Koné has a tropical savanna climate (Köppen climate classification Aw). The average annual temperature in Koné is 23.7 C. The average annual rainfall is 1034.7 mm with February as the wettest month. The temperatures are highest on average in February, at around 27.3 C, and lowest in July, at around 19.8 C. The highest temperature ever recorded in Koné was 38.5 C on 12 February 1954; the coldest temperature ever recorded was 6.2 C on 21 July 1997.

Climate data for Koné (1991−2020 normals, extremes 1952−present)
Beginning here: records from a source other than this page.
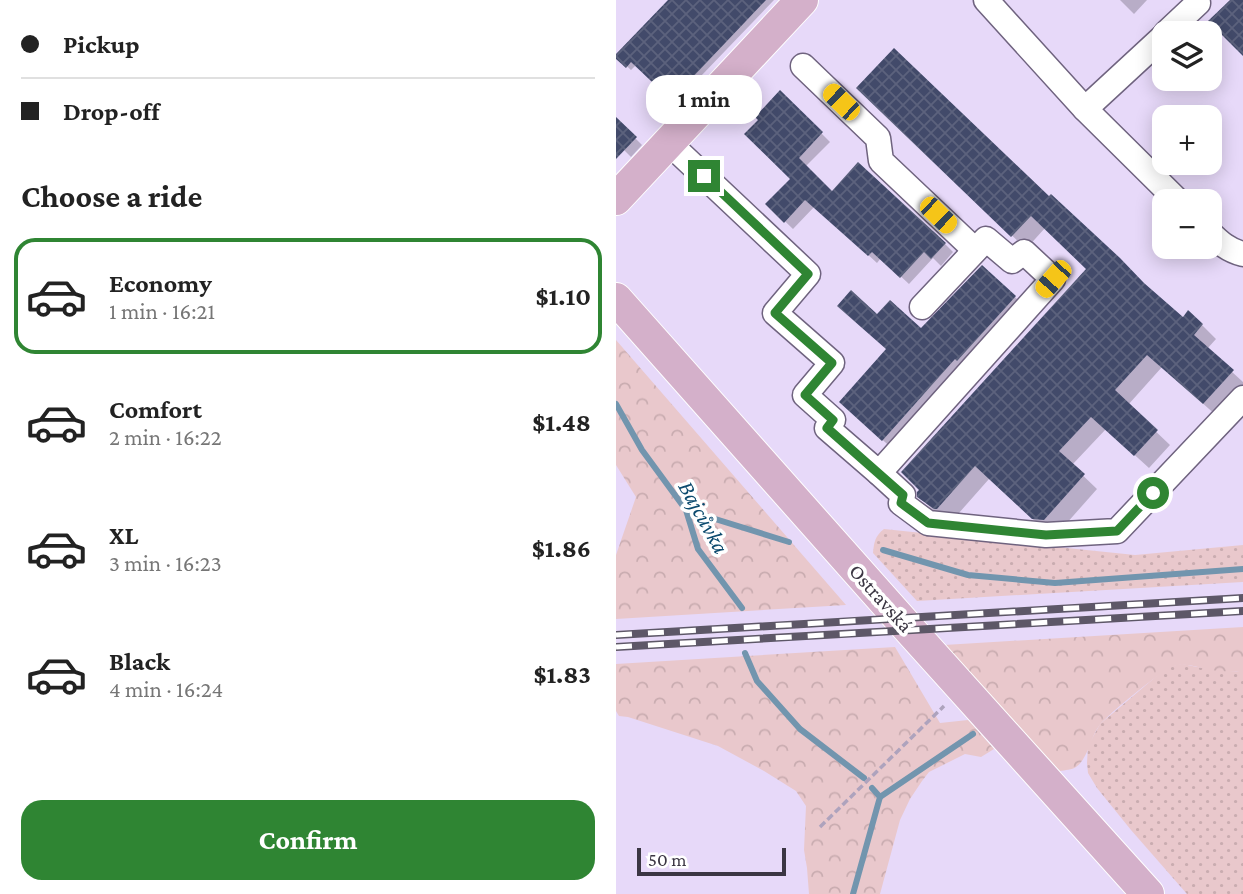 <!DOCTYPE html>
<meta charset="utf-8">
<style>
:root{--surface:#fff;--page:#f2f2f2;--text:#222;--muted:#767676;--line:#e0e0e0;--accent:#2f8533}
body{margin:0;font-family:"Crimson Pro",serif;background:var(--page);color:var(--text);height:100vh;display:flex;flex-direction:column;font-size:26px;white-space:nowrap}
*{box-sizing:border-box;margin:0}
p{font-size:23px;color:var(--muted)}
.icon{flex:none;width:38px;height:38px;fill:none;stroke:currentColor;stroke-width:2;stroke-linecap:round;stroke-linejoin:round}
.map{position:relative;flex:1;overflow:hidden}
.drawer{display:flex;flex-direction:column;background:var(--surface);width:616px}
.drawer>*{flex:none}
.guide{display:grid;align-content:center;height:154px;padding:0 21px;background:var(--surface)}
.buttons{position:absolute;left:536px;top:21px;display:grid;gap:14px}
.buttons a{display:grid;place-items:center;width:70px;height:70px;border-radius:14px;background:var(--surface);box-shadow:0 4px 18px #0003;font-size:35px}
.scale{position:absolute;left:21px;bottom:18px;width:149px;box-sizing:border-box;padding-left:7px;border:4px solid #3b3643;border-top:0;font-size:19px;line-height:24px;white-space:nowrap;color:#3b3643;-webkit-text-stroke:5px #fff;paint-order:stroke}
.end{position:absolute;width:32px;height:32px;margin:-16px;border:9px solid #2f8533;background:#fff;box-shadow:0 0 0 4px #fff}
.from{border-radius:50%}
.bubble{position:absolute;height:49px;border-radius:21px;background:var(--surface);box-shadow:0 4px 18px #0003;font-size:23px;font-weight:700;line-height:49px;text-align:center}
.car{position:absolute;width:21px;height:42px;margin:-21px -10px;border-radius:9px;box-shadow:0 0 5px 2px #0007;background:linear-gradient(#f5c518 24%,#345 0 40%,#f5c518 0 76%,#345 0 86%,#f5c518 0)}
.guide b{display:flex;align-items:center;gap:24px;height:66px;font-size:26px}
.guide b+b{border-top:2px solid var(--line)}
.guide i{width:18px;height:18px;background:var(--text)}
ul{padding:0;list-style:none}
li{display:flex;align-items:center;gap:21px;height:116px;margin:0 14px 10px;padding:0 7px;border:4px solid transparent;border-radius:21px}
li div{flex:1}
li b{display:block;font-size:26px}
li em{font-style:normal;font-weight:700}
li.active{border-color:var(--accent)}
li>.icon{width:63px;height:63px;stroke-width:1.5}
h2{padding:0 21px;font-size:32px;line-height:84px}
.primary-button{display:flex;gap:14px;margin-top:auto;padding:14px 21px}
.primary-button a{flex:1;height:80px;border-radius:21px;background:var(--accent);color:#fff;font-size:28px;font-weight:700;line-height:80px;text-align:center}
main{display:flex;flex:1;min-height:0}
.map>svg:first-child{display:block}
</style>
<main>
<section class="drawer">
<div class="guide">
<b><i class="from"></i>Pickup</b>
<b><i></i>Drop-off</b>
</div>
<h2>Choose a ride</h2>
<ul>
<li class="active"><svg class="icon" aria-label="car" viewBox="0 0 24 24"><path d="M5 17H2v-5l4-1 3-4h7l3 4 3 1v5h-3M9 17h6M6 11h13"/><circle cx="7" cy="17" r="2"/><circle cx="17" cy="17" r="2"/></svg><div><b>Economy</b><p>1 min · 16:21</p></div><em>$1.10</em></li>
<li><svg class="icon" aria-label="car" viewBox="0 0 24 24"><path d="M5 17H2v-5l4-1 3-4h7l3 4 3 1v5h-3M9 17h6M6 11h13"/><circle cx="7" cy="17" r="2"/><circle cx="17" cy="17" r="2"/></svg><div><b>Comfort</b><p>2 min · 16:22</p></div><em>$1.48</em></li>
<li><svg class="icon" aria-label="car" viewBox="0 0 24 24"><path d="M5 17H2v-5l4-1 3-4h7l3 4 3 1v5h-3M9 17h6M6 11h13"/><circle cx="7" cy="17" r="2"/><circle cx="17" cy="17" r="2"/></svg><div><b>XL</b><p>3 min · 16:23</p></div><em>$1.86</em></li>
<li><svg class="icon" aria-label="car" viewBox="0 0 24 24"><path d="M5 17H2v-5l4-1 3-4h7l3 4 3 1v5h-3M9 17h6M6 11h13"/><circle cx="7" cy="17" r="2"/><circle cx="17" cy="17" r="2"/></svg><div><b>Black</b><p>4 min · 16:24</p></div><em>$1.83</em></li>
</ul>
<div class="primary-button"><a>Confirm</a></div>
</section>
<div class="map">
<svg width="627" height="894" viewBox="0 0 627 894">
<defs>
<pattern id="grass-dots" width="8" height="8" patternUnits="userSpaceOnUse" patternTransform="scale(1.75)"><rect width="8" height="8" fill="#e9c8cc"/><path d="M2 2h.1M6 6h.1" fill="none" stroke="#c9acb0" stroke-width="1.8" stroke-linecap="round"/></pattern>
<pattern id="forest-crowns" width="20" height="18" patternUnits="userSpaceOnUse" patternTransform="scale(1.75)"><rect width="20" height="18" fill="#e9c8cc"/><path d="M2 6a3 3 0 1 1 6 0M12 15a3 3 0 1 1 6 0" fill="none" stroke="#c9acb0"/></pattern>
<pattern id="building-cross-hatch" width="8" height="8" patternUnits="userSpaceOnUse" patternTransform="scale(1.75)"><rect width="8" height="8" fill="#424a6a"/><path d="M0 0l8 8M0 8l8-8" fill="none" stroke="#5c627d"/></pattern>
</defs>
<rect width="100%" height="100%" fill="#e7d9f9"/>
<g fill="url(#grass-dots)">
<path d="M268 529 519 555 627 545V582L301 601 257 553C258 542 259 536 268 529Z"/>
<path d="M566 664C587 668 606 672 627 671V894H571L515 830 481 788 472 773 471 763 472 746 484 724 543 674 555 666Z"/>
</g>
<g fill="url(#forest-crowns)">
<polygon points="0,340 230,605 0,619 0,555 20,497 0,465"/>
<path d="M627 627V671C616 671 606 672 595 670 583 668 570 662 558 666 547 669 490 716 483 726 474 738 472 759 460 767 456 770 449 770 444 771L328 645Z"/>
<polygon points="279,647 324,723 352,720 378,749 365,757 349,754 313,772 306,781 294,799 284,820 264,894 193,894 191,868 188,850 190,806 180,791 148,771 102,746 12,717 3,716 0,711 0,664"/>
</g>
<g fill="#0003">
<polygon points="70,0 158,0 60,102 20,65 15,70 0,56"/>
<polygon points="504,0 531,0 518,14"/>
<polygon points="164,92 214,142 189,167 216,193 329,244 337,252 325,266 317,258 293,284 265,258 261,263 199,206 177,229 151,204 176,179 144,120"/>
<polygon points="256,101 433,199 567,319 586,325 600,339 591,349 627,382 627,388 602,417 546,367 512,405 554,445 533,468 490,429 456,465 481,489 442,533 431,532 373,479 335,522 317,510 303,496 472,269 429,228 410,249"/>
<polygon points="0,119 26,145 15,157 0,142"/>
<polygon points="399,297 410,308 278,450 236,413 272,350 261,317 305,330"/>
</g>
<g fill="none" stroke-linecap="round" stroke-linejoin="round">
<g stroke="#7295ae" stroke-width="6">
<polyline points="0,404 26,450 70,510 82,549 126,608"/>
<polyline points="70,510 173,542"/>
<polyline points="267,550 352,575 439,583 627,569"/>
<polyline points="129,653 141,681 184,729 248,778"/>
<polyline points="264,797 357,734"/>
<polyline points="237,894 264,797 256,788"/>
</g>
</g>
<g fill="url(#building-cross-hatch)">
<polygon points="52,0 150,0 55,100 15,62 10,68 0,59 0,54"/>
<polygon points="614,0 627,0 627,56 592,21"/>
<polygon points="278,48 433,196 435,194 504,258 528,283 567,317 572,310 587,324 578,335 618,370 587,404 531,355 499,390 542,430 518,456 475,417 443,451 469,474 428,520 416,519 359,466 321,509 318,509 301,497 301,492 303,490 285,472 470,269 415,216 395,237 240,88"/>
<polygon points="164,90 207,132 183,158 216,191 242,162 330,243 315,259 308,252 284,278 256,252 252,256 189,200 168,223 149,204 174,179 128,134 142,120 139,117"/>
<polygon points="0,117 21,137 0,159"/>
<polygon points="366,265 400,296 341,361 339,359 266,441 223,402 270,349 221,306 235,290 261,314 274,300 305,328"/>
</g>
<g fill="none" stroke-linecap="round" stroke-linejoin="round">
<defs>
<g id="minor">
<polyline points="370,0 469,109 548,36"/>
<polyline points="550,33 582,3"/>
<polyline points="187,66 262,138 265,161 359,250"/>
<polyline points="469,109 562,201"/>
<polyline points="53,143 192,274 159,313 216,363 189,395 217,420 211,428 263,473 437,279 408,252 396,261 370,239 306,307"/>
<path d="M593 232C604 243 612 250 627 254"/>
<polyline points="263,473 287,495 285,503 312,523 430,535 501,531 627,398"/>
</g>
<g id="major">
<polyline points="0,199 186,0"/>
<polyline points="0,299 294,630 532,894"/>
</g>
</defs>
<use href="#minor" stroke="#6f637f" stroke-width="27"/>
<use href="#major" stroke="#fff" stroke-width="34"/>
<polyline stroke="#aea3bd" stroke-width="3.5" stroke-dasharray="7 3.5" stroke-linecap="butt" points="204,827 328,706"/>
<use href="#minor" stroke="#fff" stroke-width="24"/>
<use href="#major" stroke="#d4b0ca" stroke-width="32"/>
<defs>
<g id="rail">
<polyline points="0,635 627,598"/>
<polyline points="0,647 627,611"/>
</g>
</defs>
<use href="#rail" stroke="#5d5767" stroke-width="8"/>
<use href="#rail" stroke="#fff" stroke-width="5" stroke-dasharray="16" stroke-linecap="butt"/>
</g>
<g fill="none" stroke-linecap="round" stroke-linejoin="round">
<polyline stroke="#2f8533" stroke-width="9" points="88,176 192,274 159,313 216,363 189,395 217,420 211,428 287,495 285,503 312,523 430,535 501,531 537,493"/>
</g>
<g text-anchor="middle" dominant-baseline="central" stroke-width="7" stroke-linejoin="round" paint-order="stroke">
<g font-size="21" fill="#3b3643" stroke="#fff">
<text transform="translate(265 598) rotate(48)">Ostravská</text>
</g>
<g font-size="23" font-style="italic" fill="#0c4a6e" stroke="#fff">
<text transform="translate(88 517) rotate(61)">Bajcůvka</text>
</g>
</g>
</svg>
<div class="buttons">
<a><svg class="icon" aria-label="layers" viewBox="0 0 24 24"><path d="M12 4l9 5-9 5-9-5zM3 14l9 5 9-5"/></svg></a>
<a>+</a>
<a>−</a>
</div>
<div class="scale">50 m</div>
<i class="end from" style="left:537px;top:493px"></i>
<i class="end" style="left:88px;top:176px"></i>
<div class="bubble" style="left:30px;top:75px;width:116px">1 min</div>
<i class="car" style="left:225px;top:102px;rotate:314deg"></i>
<i class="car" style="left:322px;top:215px;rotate:134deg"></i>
<i class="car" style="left:437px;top:279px;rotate:222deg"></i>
</div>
</main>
| Month | Jan | Feb | Mar | Apr | May | Jun | Jul | Aug | Sep | Oct | Nov | Dec | Year |
| Record high °C (°F) | 37.8 (100.0) | 38.5 (101.3) | 36.9 (98.4) | 36.8 (98.2) | 34.0 (93.2) | 33.5 (92.3) | 32.1 (89.8) | 32.5 (90.5) | 35.2 (95.4) | 37.2 (99.0) | 37.5 (99.5) | 38.2 (100.8) | 38.5 (101.3) |
| Mean daily maximum °C (°F) | 31.6 (88.9) | 31.8 (89.2) | 31.0 (87.8) | 29.6 (85.3) | 27.7 (81.9) | 26.1 (79.0) | 25.2 (77.4) | 25.5 (77.9) | 27.0 (80.6) | 28.6 (83.5) | 29.9 (85.8) | 31.1 (88.0) | 28.8 (83.8) |
| Daily mean °C (°F) | 26.9 (80.4) | 27.3 (81.1) | 26.6 (79.9) | 25.0 (77.0) | 22.8 (73.0) | 21.1 (70.0) | 19.8 (67.6) | 20.0 (68.0) | 21.0 (69.8) | 22.9 (73.2) | 24.5 (76.1) | 26.1 (79.0) | 23.7 (74.7) |
| Mean daily minimum °C (°F) | 22.2 (72.0) | 22.8 (73.0) | 22.2 (72.0) | 20.3 (68.5) | 17.9 (64.2) | 16.1 (61.0) | 14.4 (57.9) | 14.4 (57.9) | 15.1 (59.2) | 17.3 (63.1) | 19.1 (66.4) | 21.1 (70.0) | 18.6 (65.5) |
| Record low °C (°F) | 15.0 (59.0) | 15.5 (59.9) | 14.0 (57.2) | 11.5 (52.7) | 8.2 (46.8) | 6.3 (43.3) | 6.2 (43.2) | 6.8 (44.2) | 7.0 (44.6) | 8.2 (46.8) | 10.6 (51.1) | 12.0 (53.6) | 6.2 (43.2) |
| Average precipitation mm (inches) | 135.9 (5.35) | 186.4 (7.34) | 178.9 (7.04) | 81.5 (3.21) | 71.7 (2.82) | 73.4 (2.89) | 49.7 (1.96) | 50.0 (1.97) | 31.2 (1.23) | 29.7 (1.17) | 48.9 (1.93) | 97.4 (3.83) | 1,034.7 (40.74) |
| Average precipitation days (≥ 1.0 mm) | 9.0 | 10.8 | 10.7 | 7.1 | 6.0 | 5.6 | 5.2 | 4.6 | 3.0 | 3.4 | 4.4 | 8.2 | 78.0 |
Source: Météo-France

==Politics and regional development==
Koné is the seat of the government of the Northern Province, dominated since the Province was established by pro-Independence politicians. The aim has been to develop Koné and neighbouring towns into an economic growth pole, anchored by the large Koniambo project and nickel mine. The idea has been to give Kanak peoples job opportunities independent from France and the loyalist Southern Province. This 'VKP' zone is now established, with a marked increase in business activity, construction, and public facilities (library, cinema, swimming pool) since the mid 2000s.